State Representative David Simpson of Longview introduced a bill Monday that would remove any mention of marijuana from Texas law, and set the plant to be regulated like tea or tomatoes. If Simpson’s bill passed, it would place sales and property taxes on buyers and growers, respectively, but it wouldn't be marked up with a so-called sin tax.
 

“The plant is good. God made it, and it wasn’t a mistake that government needs to fix.”

 
- State Representative David Simpson
 
“I usually don’t use my Christian convictions so publicly,” Simpson said during a phone interview Wednesday. But after seeing some of his fellow Christians suffer under current pot laws, particularly laws banning medical marijuana, he said he felt the need to be more vocal. “We need to love not only our liberties, but the liberties of our neighbor.”
 
For Simpson, the biblical case (which he also outlined in a Texas Tribune op-ed) boils down to two arguments: first, that all of God’s creations are good. “What’s so incredible to me is that we want to eliminate something that God made,” Simpson said. “It’s very specific in Genesis 1. He talks about the green herb, he talks about plant, he talks about their seed, and it says it was good, it was very good.”
 
Second, he said, the government’s role should be to punish people who are doing wrong. Marijuana users, especially medical-marijuana users, aren’t hurting people. He cited Proverbs 3:30, which reads, “Do not contend with a man for no reason, when he has done you no harm,” and verses from Romans 13 that say the role of the civil magistrate is to punish wrongdoers.
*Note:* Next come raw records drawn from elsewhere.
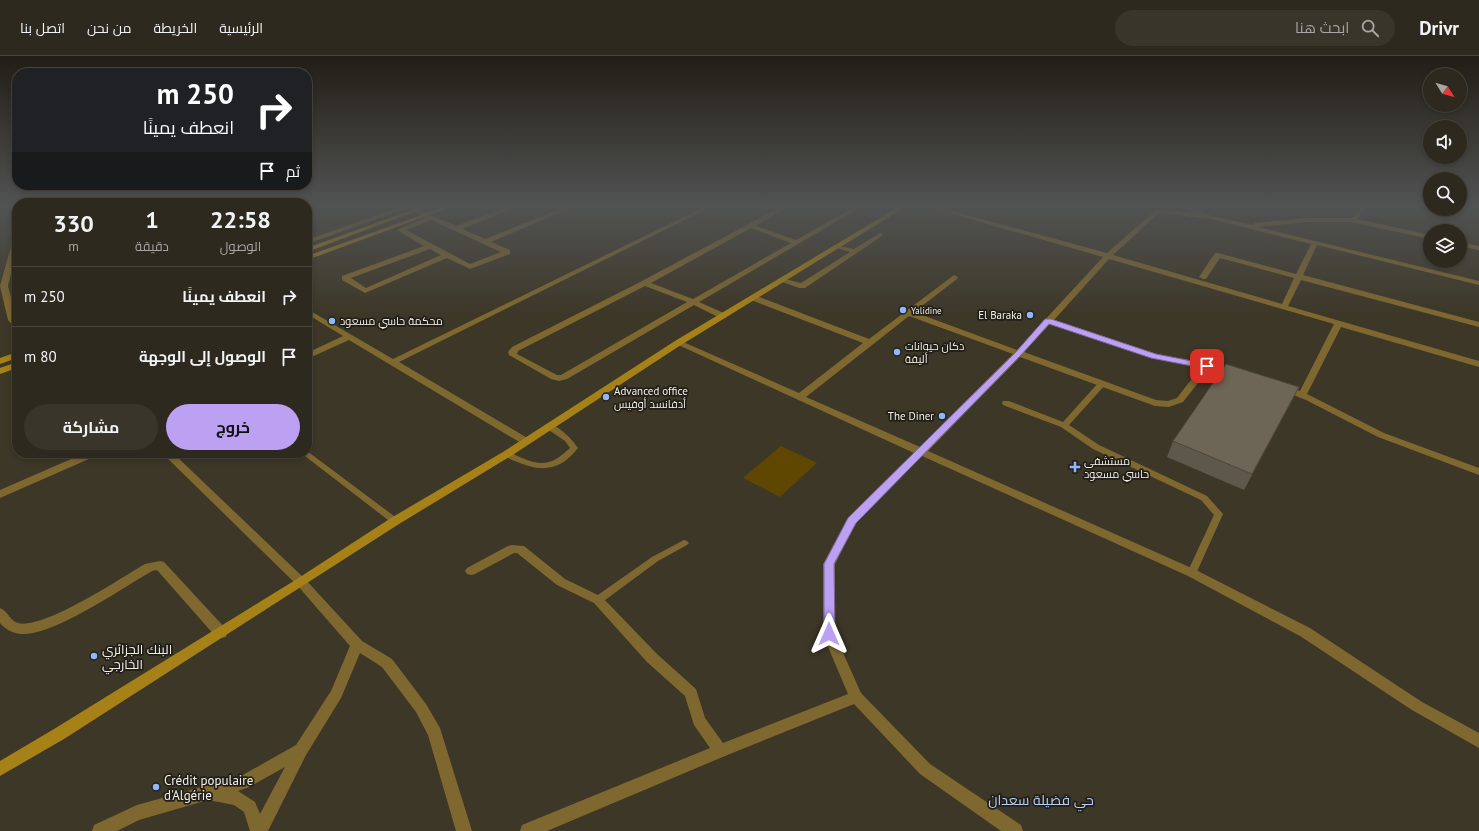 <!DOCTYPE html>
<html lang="ar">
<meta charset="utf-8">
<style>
:root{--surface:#2e291e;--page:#3a352b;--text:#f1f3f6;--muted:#a7a6a4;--line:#49453c;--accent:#bca0f2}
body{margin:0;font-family:"PT Sans",Cairo,sans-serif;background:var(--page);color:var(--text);direction:rtl;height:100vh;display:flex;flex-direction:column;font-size:15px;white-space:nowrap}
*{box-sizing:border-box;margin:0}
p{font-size:13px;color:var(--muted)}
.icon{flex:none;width:22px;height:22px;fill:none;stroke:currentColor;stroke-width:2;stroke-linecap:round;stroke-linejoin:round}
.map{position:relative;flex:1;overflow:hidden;direction:ltr}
.drawer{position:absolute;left:12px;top:142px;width:300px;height:260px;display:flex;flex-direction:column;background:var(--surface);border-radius:16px;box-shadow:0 2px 6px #0003,0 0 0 1px var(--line);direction:rtl}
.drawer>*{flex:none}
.guide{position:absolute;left:12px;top:12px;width:300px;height:122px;border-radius:16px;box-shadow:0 2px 6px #0003,0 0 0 1px var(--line);direction:rtl;background:#202124;color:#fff;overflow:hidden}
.needle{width:26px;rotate:127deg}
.controls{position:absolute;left:1423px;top:12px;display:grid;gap:8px}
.controls a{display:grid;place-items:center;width:44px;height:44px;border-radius:50%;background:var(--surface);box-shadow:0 2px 6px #0003,0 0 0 1px var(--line);font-size:20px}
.pin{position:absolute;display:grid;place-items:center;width:34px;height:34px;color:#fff;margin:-17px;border-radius:8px;box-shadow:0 2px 6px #0006}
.me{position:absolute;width:44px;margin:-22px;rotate:0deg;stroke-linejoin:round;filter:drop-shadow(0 0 3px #0008)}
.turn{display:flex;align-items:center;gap:14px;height:84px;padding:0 12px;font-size:18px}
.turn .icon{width:52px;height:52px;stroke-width:2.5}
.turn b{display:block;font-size:28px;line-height:34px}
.then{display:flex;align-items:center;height:38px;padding:0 12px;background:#0003;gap:8px;font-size:15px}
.eta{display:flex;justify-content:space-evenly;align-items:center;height:68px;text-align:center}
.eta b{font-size:24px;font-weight:700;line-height:28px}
.button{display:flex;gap:8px;margin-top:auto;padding:8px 12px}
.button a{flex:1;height:46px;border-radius:24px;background:var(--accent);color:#111;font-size:16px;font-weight:700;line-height:46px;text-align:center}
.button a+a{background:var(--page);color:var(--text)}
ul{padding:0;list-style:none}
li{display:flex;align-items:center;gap:12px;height:60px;padding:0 12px;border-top:1px solid var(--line)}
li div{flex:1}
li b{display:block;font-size:15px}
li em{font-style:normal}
header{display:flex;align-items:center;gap:24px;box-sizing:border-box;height:56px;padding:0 20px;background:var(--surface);border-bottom:1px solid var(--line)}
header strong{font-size:19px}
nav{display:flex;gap:22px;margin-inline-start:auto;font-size:14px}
.search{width:280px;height:36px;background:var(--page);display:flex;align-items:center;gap:10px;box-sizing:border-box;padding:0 14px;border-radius:22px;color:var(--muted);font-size:15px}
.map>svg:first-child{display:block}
.green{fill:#5f4702}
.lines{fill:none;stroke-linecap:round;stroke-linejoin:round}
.lane{fill:#7f6830;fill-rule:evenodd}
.street{fill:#7f6830;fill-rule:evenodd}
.secondary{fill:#a68118;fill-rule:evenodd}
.wall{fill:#5e584a}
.building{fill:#6d6656;stroke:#4c473c}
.route{fill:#bca0f2;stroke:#7a689d}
.poi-dot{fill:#8db9fc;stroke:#221f18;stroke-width:1.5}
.labels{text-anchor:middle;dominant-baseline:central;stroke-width:3.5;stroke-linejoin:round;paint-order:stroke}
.far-poi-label{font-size:9px;fill:#f4f0e7;stroke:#221f18;text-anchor:start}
.poi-label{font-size:11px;fill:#f4f0e7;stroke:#221f18;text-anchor:start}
.near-poi-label{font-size:13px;fill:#f4f0e7;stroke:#221f18;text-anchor:start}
.near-neighbourhood-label{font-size:14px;fill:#b7d0f6;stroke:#221f18}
</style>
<header>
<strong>Drivr</strong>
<div class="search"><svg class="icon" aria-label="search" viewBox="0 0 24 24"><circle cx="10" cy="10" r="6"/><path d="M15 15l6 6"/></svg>ابحث هنا</div>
<nav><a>الرئيسية</a><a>الخريطة</a><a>من نحن</a><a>اتصل بنا</a></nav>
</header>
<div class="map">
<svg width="1479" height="775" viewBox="0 0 1479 775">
<rect width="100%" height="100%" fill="#3d3728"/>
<polygon class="green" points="781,390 817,407 780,441 743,422"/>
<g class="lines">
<g class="lane">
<polygon points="1099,326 1105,326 1106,328 1069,369 1099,389 1207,440 1223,458 1195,520 1192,521 1189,520 1187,517 1214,459 1201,444 1093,393 1061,371 1003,349 1002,347 1003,345 1009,345 1063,366"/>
<path d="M 546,368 C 557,367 572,383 578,392 C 556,421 533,414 504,400 L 503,398 L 507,395 C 512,397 517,400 522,402 C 543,411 553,408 570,392 L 565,385 L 546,372 L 545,370 Z"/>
<polygon points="307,395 398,463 399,465 398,467 392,467 301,397 307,397"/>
<polygon points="684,484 687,485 689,487 687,489 658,505 601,547 598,548 595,547 593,544 595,541 652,501"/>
</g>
<g class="street">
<path d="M 403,150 L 411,150 L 456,170 L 509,150 L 517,150 L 516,151 L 462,173 L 485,183 L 567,150 L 575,150 L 491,186 L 510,194 L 510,198 L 470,213 L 447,202 L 365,237 L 342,224 L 342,220 L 424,190 L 397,174 L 426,161 L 407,152 L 307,188 L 307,184 ZM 431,164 L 501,196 L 470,208 L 406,174 ZM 430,193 L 441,199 L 366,232 L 351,222 Z"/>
<polygon points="706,150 713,150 399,306 529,383 530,385 529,387 521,387 349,284 307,303 307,297 343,280 307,258 307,253 393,303"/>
<path d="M 782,150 L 789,150 L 756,170 L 796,184 L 856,150 L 863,150 L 699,246 L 726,258 L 726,262 L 720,262 L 694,249 L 567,323 L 559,325 L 551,323 L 509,299 L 508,296 L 512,291 L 642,225 ZM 751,172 L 791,187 L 693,243 L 651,227 ZM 645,230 L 687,246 L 561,319 L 557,319 L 517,298 L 518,295 Z"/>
<polygon points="900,150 907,150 904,152"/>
<path d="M 925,150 L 934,150 L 1107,197 L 1157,153 L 1195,157 L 1179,150 L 1187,150 L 1212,160 L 1252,169 L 1255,167 L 1307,162 L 1350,162 L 1355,160 L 1361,150 L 1367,150 L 1357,163 L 1430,179 L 1430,183 L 1351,166 L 1307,166 L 1258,171 L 1479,225 L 1479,229 L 1317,189 L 1303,219 L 1479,266 L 1479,271 L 1301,224 L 1288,250 L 1479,305 L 1479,311 L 1341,271 L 1307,338 L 1384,377 L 1479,412 L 1479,419 L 1378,381 L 1306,344 L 1281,334 L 1279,332 L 1281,330 L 1287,330 L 1300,335 L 1334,268 L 1109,203 L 1054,264 L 1156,298 L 1235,312 L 1239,315 L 1238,317 L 1235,318 L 1209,313 L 1183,346 L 1169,351 L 1155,350 L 1020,301 L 928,395 L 1196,514 L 1310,572 L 1422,646 L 1479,677 L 1479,692 L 1412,654 L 1300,580 L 1188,520 L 922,400 L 856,467 L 835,508 L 835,579 L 861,637 L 930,708 L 1021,769 L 1023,775 L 1001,775 L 920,718 L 854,648 L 725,700 L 547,775 L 520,775 L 522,769 L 710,692 L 694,669 L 685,640 L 647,606 L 594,547 L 557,529 L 517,497 L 514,497 L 475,518 L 471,519 L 467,518 L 465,515 L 467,512 L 508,490 L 512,489 L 524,490 L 565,523 L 602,541 L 657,598 L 696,633 L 705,662 L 723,687 L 848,638 L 823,579 L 823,508 L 848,462 L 914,397 L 674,287 L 678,284 L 681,285 L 799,337 L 863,287 L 751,244 L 751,240 L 757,240 L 869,283 L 954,219 L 958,221 L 957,223 L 914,256 L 1017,294 L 1103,201 ZM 1159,157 L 1210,163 L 1311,188 L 1296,218 L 1218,197 L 1215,197 L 1199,221 L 1203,223 L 1206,223 L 1220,202 L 1294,222 L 1282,248 L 1113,199 ZM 909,260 L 1013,298 L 920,391 L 806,341 ZM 1050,268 L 1151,302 L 1201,311 L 1177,342 L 1168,345 L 1156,344 L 1024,296 Z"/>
<polygon points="17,177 17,193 8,230 17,264 17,271 14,271 8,264 0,230 14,179"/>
<polygon points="880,177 883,179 882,180 805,232 799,232 777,224 781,222 801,227 850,196 834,191 834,189 854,193"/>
<polygon points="1460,186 1479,190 1479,194 1460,190"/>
<polygon points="85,397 99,397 98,399 0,442 0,434"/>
<path d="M 162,397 L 173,397 L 305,523 L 362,585 L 392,603 L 426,648 L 440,672 L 472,775 L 456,775 L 428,679 L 416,656 L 382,611 L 360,597 L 341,642 L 306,699 L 268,775 L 250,775 L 244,756 L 234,749 L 208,744 L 139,764 L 117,775 L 92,775 L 94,769 L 137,749 L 241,720 L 296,689 L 331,635 L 350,590 L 297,529 ZM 285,711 L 260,758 L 255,746 L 238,735 L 249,731 Z"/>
<path d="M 160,505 L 164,506 L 226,573 L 227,577 L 226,581 L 221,582 L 216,581 L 157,514 L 152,515 C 122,532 54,580 21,578 C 12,577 5,573 0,567 L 0,552 C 8,555 10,565 18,567 C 43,574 121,522 145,508 Z"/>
</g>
<g class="secondary">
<polygon points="422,150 430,150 307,196 307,192"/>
<polygon points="446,150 454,150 307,204 307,200"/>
<polygon points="900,150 907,150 681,289 511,400 399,468 64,683 0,720 0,705 54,673 297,523 391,462 503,396 675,285"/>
<polygon points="17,296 17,302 0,308 0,302"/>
<polygon points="17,306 17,312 0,318 0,312"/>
</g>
</g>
<polygon class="wall" points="1291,346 1244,434 1167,401 1173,385"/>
<polygon class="building" points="1226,308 1299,331 1252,418 1173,385"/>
<linearGradient id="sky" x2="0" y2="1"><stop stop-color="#221e16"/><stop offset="0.58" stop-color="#515353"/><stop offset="1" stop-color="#515353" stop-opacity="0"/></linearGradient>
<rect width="1479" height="258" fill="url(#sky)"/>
<polygon class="route" points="1045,263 1051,263 1156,298 1207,308 1211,310 1207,313 1151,302 1049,268 1021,299 856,467 834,508 835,578 834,582 829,583 825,582 824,578 824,508 848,462 1016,296"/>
<g class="poi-dot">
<circle cx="903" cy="254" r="4"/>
<circle cx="1030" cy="259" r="4"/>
<circle cx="332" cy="265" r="4"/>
<circle cx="897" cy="296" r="4"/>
<circle cx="606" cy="341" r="4"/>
<circle cx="942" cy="360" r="4"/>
<path d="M1073 405h4v4h4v4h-4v4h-4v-4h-4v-4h4z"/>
<circle cx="94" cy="600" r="4"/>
<circle cx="156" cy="731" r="4"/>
</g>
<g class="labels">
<g class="far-poi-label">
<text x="911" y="254">Yalidine</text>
</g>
<g class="poi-label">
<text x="1022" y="259" text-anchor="end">El Baraka</text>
<text x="340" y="265">محكمة حاسي مسعود</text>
<text x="905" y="290">دكان حيوانات<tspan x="905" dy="13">أليفة</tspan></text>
<text x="614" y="335">Advanced office<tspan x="614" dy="13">أدفانسد أوفيس</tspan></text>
<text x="934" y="360" text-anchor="end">The Diner</text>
<text x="1084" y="405">مستشفى<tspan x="1084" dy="13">حاسي مسعود</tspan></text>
</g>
<g class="near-poi-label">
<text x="102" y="593">البنك الجزائري<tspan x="102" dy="15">الخارجي</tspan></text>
<text x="164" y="724">Crédit populaire<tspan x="164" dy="15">d'Algérie</tspan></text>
</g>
<g class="near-neighbourhood-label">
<text x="1041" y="744">حي فضيلة سعدان</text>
</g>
</g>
</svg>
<div class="controls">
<a><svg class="needle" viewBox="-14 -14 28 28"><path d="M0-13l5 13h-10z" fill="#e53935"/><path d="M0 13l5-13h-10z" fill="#a7a6a4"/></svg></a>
<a><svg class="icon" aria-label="sound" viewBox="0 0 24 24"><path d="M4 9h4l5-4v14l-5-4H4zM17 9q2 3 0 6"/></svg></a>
<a><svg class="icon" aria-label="search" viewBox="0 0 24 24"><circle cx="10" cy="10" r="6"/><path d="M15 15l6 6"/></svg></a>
<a><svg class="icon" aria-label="layers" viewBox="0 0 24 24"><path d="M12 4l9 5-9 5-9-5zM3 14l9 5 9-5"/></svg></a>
</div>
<div class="pin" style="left:1207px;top:310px;background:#d93025"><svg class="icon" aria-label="arrive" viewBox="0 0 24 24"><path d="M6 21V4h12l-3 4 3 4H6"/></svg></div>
<svg class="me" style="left:829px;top:578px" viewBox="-20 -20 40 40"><path d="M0-17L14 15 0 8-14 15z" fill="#bca0f2" stroke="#fff" stroke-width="4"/></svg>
<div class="guide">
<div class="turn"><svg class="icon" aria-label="right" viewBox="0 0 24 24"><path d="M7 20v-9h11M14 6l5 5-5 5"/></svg><div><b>250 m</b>انعطف يمينًا</div></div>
<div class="then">ثم<svg class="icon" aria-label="arrive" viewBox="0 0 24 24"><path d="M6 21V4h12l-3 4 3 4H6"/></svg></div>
</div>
<section class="drawer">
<div class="eta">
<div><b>22:58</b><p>الوصول</p></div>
<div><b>1</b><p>دقيقة</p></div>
<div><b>330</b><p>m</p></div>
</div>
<ul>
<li><svg class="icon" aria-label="right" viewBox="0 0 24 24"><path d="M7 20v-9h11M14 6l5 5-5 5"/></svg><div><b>انعطف يمينًا</b></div><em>250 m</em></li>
<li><svg class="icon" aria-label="arrive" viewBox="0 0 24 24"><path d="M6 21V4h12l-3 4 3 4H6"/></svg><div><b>الوصول إلى الوجهة</b></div><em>80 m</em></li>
</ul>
<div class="button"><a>خروج</a><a>مشاركة</a></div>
</section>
</div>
He argued that people should be free to use cannabis for its positive medicinal and commercial purposes, like treating seizures, assisting cancer patients, or creating rope and paper. 
 
Simpson also makes the traditional limited-government arguments against cannabis criminalization. Americans should have the freedom to choose how to use marijuana, and if a person chooses to use the drug irresponsibly, the solution “is not to prosecute them and separate them from their family, but to lovingly engage them and be their friend,” he said.
 
One problem Simpson’s bill might face is its failure to address regulatory questions. One concern leading up to the legalization of marijuana in Colorado and Washington, for example, was the risk of “diversion,” in which cheap, legal pot spreads into other states where it’s still illegal.
 
Another issue is his fellow lawmakers. Simpson said that 90 percent of his constituents support the idea, but his colleagues are cautious. (Drug-policy expert Gary Hale put it more bluntly to the Houston Chronicle: “A blanket decriminalization of marijuana and classification as a vegetable is not going to happen.”)
 
“I think what’s standing behind some of the hesitancy is fear, and it does take a little living by faith at this point in time, but it’s the right thing to do,” Simpson said. “The plant is good. God made it, and it wasn’t a mistake that government needs to fix.”